Exercise
From the records below, please repeat exactly the line that has "1173px,168px 1189px,185px 1230px,70px", the line that has "1242px,1034px 1244px,1032px 1286px,997px", and every line between them, and nothing else.

Collected data
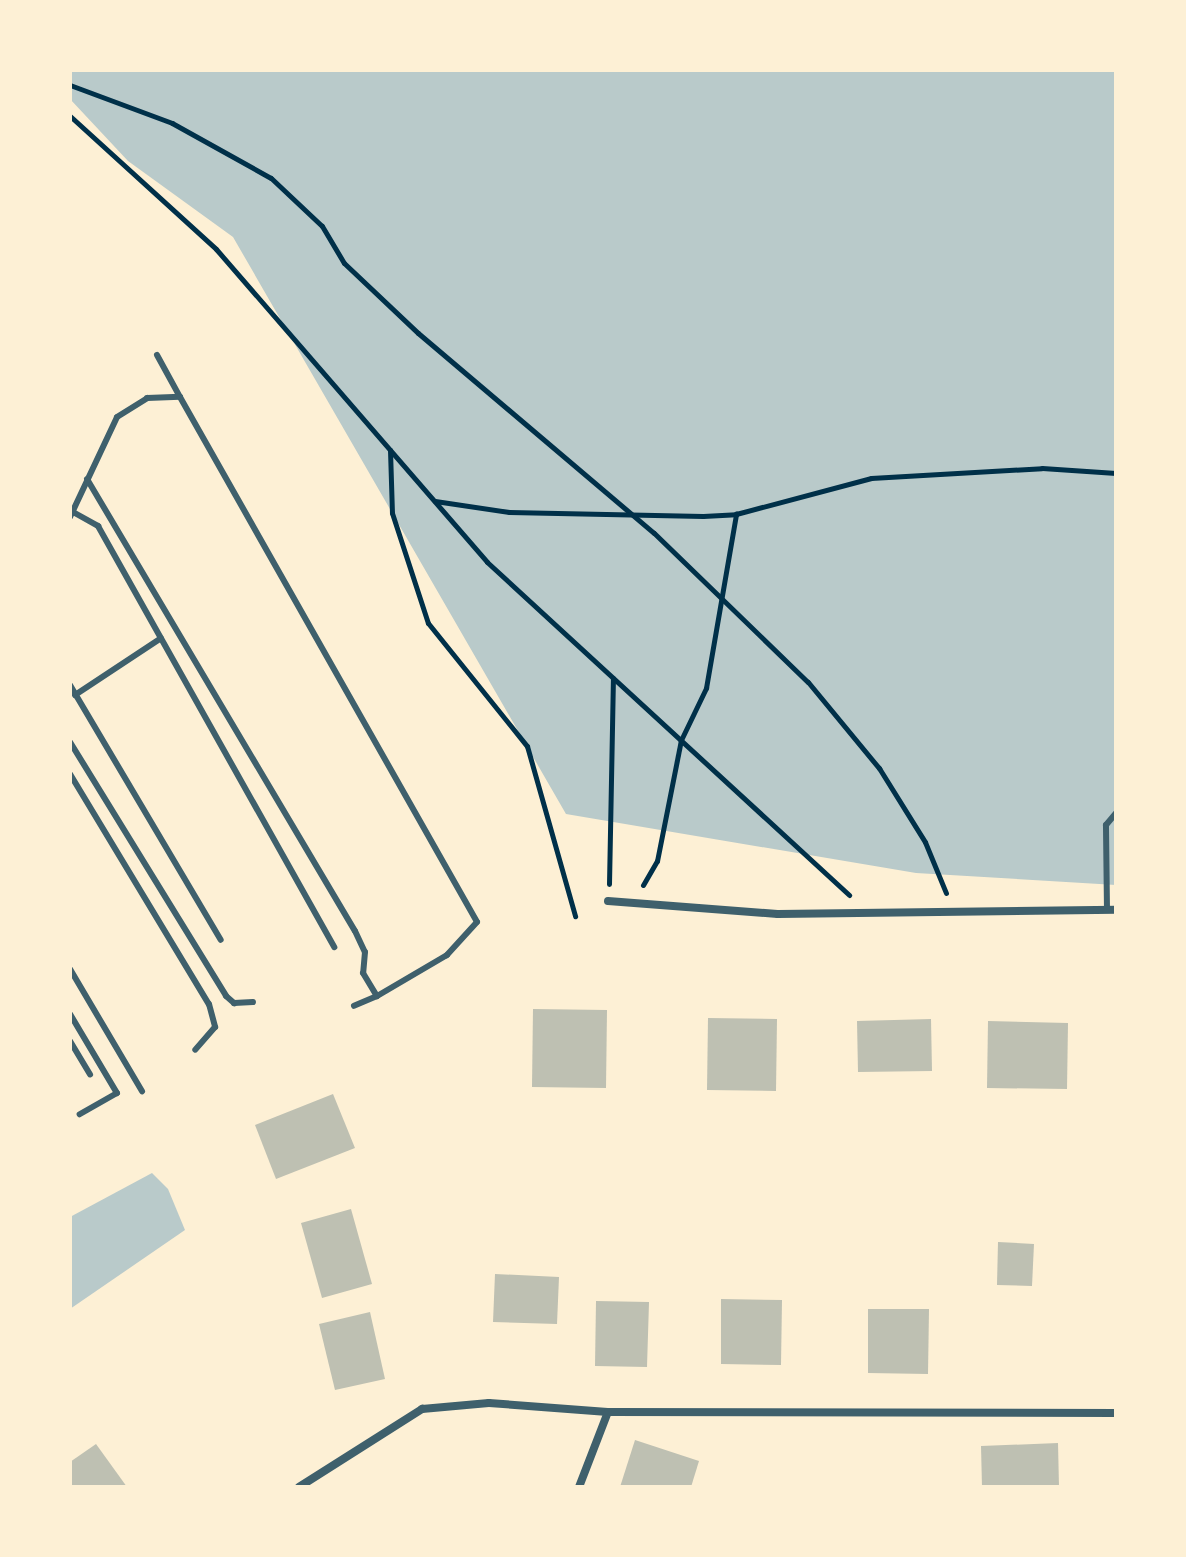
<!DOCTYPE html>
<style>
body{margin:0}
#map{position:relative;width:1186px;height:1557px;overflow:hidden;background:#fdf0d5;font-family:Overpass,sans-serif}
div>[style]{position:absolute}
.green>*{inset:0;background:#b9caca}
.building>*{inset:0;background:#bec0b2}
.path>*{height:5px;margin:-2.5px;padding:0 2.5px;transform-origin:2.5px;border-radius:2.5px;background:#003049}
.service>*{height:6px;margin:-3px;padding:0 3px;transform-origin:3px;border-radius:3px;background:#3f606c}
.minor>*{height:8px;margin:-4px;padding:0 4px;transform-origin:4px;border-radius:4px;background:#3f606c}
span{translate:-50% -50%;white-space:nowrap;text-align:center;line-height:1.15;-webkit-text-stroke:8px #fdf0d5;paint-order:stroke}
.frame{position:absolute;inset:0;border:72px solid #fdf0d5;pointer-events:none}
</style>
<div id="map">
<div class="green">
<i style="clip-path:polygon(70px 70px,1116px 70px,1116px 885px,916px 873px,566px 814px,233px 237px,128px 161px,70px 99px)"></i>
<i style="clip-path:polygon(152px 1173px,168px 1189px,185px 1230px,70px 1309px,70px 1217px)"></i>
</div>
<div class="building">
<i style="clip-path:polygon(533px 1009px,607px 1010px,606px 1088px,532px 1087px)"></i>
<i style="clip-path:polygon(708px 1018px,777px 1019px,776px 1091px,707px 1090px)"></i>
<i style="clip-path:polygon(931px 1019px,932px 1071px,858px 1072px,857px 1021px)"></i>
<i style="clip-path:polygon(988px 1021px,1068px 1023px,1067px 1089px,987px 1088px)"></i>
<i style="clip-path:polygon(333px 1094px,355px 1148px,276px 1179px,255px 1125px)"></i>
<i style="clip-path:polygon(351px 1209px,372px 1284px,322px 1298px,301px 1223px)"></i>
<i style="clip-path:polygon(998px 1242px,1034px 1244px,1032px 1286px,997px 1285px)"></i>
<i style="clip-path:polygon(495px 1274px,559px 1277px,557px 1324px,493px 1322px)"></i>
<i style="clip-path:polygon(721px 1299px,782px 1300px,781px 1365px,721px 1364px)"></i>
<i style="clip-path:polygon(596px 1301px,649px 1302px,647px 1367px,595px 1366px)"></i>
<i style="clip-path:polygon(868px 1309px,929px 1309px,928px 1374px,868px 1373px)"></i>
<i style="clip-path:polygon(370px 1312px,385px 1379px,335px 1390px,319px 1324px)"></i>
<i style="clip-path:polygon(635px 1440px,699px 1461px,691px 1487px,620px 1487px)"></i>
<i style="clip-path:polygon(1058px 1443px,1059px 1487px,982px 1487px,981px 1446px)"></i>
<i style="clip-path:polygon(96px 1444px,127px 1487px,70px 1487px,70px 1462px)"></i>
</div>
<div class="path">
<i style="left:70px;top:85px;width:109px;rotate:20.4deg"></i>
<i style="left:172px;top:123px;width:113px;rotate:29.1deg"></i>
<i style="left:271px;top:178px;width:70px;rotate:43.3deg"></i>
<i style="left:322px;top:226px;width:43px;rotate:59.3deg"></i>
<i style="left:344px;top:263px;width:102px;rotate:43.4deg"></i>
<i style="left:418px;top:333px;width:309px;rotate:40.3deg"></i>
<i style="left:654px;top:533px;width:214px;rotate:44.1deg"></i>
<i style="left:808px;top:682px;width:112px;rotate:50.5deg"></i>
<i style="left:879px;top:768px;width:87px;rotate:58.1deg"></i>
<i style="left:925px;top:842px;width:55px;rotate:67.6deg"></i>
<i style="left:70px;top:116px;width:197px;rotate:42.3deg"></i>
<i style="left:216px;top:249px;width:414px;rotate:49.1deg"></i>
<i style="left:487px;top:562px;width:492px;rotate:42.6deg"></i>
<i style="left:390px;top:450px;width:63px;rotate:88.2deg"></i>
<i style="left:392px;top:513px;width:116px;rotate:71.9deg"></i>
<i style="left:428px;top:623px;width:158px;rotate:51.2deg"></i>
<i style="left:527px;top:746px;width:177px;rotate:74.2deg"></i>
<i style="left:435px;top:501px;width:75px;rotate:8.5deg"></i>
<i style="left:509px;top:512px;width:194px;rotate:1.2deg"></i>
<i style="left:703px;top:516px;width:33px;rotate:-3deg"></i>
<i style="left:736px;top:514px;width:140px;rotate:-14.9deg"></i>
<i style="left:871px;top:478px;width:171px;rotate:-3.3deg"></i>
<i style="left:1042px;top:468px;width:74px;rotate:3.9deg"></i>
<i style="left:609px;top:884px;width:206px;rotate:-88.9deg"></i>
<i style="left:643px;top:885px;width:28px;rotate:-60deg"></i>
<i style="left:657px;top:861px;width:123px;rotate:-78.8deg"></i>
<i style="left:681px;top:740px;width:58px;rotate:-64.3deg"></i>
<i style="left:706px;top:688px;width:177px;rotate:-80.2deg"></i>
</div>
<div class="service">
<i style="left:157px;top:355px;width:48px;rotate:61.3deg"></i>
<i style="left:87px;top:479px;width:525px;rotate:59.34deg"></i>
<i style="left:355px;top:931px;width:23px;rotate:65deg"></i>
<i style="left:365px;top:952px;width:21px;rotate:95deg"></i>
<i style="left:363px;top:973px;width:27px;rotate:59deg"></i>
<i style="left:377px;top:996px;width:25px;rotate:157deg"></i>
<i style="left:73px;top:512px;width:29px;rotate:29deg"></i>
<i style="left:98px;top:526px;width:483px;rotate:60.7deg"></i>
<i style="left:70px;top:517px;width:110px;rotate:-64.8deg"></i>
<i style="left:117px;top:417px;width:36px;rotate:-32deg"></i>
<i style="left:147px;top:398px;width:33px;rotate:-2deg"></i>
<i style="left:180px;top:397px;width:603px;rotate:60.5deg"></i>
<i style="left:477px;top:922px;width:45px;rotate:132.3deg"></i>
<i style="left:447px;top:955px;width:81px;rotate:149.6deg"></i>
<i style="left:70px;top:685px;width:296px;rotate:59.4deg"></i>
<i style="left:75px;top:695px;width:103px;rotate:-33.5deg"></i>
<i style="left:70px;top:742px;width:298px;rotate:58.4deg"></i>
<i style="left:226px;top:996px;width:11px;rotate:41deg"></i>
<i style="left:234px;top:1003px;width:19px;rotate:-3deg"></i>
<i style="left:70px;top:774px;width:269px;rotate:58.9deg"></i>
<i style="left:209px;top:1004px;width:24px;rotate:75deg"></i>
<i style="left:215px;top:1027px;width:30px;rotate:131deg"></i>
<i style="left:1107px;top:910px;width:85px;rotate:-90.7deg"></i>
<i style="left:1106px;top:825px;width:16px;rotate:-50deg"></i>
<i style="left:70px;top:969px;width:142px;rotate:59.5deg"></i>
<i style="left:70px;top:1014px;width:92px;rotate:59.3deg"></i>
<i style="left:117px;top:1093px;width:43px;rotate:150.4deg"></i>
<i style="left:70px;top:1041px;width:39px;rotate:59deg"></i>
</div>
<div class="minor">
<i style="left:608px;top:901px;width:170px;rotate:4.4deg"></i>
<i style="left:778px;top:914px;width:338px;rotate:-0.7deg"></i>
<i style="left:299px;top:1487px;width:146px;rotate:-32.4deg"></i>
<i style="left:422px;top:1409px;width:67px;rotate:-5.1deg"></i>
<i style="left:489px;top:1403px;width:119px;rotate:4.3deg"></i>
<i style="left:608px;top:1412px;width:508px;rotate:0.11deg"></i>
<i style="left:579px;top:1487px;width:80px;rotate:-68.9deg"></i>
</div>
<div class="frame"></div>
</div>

Expected answer
<i style="clip-path:polygon(152px 1173px,168px 1189px,185px 1230px,70px 1309px,70px 1217px)"></i>
</div>
<div class="building">
<i style="clip-path:polygon(533px 1009px,607px 1010px,606px 1088px,532px 1087px)"></i>
<i style="clip-path:polygon(708px 1018px,777px 1019px,776px 1091px,707px 1090px)"></i>
<i style="clip-path:polygon(931px 1019px,932px 1071px,858px 1072px,857px 1021px)"></i>
<i style="clip-path:polygon(988px 1021px,1068px 1023px,1067px 1089px,987px 1088px)"></i>
<i style="clip-path:polygon(333px 1094px,355px 1148px,276px 1179px,255px 1125px)"></i>
<i style="clip-path:polygon(351px 1209px,372px 1284px,322px 1298px,301px 1223px)"></i>
<i style="clip-path:polygon(998px 1242px,1034px 1244px,1032px 1286px,997px 1285px)"></i>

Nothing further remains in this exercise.